I wish I could arouse some emotions in him, but for all practical purposes, I seem to be nonexistent to him. I'm starting to feel more like the housekeeper instead of the wife.

At least today, I can get out and show that I haven't completely fallen into disuse. This is heartening.

I need something that is.
 

The meeting runs about ninety minutes. Dana seems to be having a hard time concentrating; I can tell she is doubling her efforts.

She is distressed about her speech, which is becoming less intelligible. Lack of auditory reinforcement has that effect. She wants to begin working with a therapist, but she has time constraints that thus far have prohibited this.

And she tells me, after everyone has left the room, that it's not going to get any better.

"I'm pregnant," she announces, in a voice that's flat, devoid of emotion.

I get the feeling that if she were going to inject some feeling into it, it might be more on the side of tears.

"You're what?" She was adamant about no more children, at least not right now. She can barely keep up with the life she has.

"It happened. Again."

"When'd you find out?"

"Yesterday. I'm regular as clockwork, and when I didn't cycle, and the nausea's been gripping me on and off, I finally broke down and faced the inevitable."

She does not look happy about this. Not like the other two times. Even though Sarah came faster than I think she'd hoped, she was still delighted. She felt Sarah was her bonus baby.

"How's Mulder taking it?"

She shakes her wavy copper hair. "He doesn't know yet."

This surprises me. I expected she'd be showing him the pregnancy test as soon as she knew.

"What are you going to do?"

She looks at me as if I've gone insane. "Do? What choice do I have?"

"Well..."

"No. I'm sorry, I do believe life begins at conception, and I couldn't do it." She sighs. "I don't understand my reaction. I should be so grateful for this...thinking I could never have any, and now, I have an embarrassment of riches."

"Maybe the timing's lousy."

"It is. I can just about get through the day as it is."

"Looks like Mulder hired a nanny to help him out."

Shake of the head again. "No, I hired Maricia. He was against it, but now, I think it was a premonitory action..." she laughs a little, but it's not a laugh filled with cheer. "And he's getting more clients, and we really need the help as is."

"That's good, that he's getting clients."

"I'm not sure about that. I don't think he's crazy for this kind of work. The kind of people Mulder would prefer to work with, though, I can't have them coming to our home."

"Maybe he should get an office."

Adamant shake of the head. "Absolutely not. I don't mind if he wants an outside office, but you never know about the sort of clients that...interest him most. It would jeopardize the girls, and we can't have it."

I know what Mulder's preferred clients are...serial killers. Mutilation artists. Rapists. Kidnappers. People who do what the voices tell them to do.

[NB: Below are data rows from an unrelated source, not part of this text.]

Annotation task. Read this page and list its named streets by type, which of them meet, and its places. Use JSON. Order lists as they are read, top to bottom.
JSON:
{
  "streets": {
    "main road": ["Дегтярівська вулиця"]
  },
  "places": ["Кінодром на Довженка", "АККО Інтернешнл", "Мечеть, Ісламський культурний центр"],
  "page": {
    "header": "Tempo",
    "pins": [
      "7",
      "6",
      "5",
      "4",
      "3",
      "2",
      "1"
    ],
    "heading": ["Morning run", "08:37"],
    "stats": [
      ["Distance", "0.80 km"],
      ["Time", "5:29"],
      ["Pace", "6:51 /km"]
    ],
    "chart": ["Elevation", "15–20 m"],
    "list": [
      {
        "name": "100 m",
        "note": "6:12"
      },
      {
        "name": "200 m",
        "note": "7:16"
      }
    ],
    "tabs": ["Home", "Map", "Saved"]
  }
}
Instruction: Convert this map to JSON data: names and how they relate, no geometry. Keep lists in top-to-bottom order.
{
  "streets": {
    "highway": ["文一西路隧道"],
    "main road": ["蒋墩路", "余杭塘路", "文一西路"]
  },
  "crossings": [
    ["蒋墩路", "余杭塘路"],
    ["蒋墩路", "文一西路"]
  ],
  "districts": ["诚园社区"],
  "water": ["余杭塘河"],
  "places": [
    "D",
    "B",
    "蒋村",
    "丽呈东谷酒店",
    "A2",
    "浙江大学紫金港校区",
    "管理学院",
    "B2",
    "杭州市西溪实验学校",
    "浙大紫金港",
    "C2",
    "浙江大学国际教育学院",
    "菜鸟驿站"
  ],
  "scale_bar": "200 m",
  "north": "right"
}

Instead, he's stuck with a bunch of suburban neurotics whom he'd probably just as soon kick their asses as treat them.

Maybe he does it in a more subtle fashion. Somehow, though, I can see Mulder getting annoyed with somebody's seemingly trivial problems and just reading them the riot act.

"He's trying to get outside work, an academic appointment...but the last interview he had, he was told, Jews are not being hired."

"That's illegal as hell."

"It is. Try to make a claim." She looks at me steadily. "I think that's why your admission at CU was rescinded, Ally."

"Maybe. My sisters-in-law were down a couple weeks ago, Eric's sisters. We've all been laid off or disadmitted in some form...and the only thing we could come up with that was a common thread was, we're all Jewish. Of course, we might be being overly paranoid about it-"

"I don't think so. Look at all the people we know. Mulder. You. Skinner. Ellen. Your sisters-in-law. And God knows how many more. What's the commonality in this group?"

"We all worked for the FBI?"

"Not your sisters-in-law."

"True. Well, I'll concede, we're all Jewish-"

"And God knows if I had the time, I'd be looking into it-I know Mulder is, when he's got a free moment, and he doesn't have many of those...and he doesn't know it yet, but he's about to have a lot fewer of them."

She looks totally depressed. "I have so much work to do, I don't have enough staff-you know I've put Kelly on the bench, don't you?"

"She mentioned that."

"And that's in addition to her regular duties. And I hate doing it, because it's important for her to get good grades. I'm just hoping she's getting something out of it."

"She seems to think it's helping her in organic chemistry."

"I hope so. I don't want her getting distracted. She has a lot of promise, and she needs to see that promise fulfilled."

"She seems focused."

"She does, but lately, I've caught her crying in the ladies' room on and off...and when I ask her what's wrong, she just tells me she's fine. I don't know how she could be, losing her mother and sister so recently, but she is doing the work. I'm just concerned because Kelly is normally so controlled, and she seems to have a much more tentative grip on herself these days."

"I see so little of her, I honestly couldn't tell you, Dana. She's either
at work, at school, or with Michael."

"How do they seem to be getting along?"

"When I see them? Fine." I haven't observed any unusual tension between them. Then again, they're very busy, and I don't see them much, particularly with Frohike still hospitalized.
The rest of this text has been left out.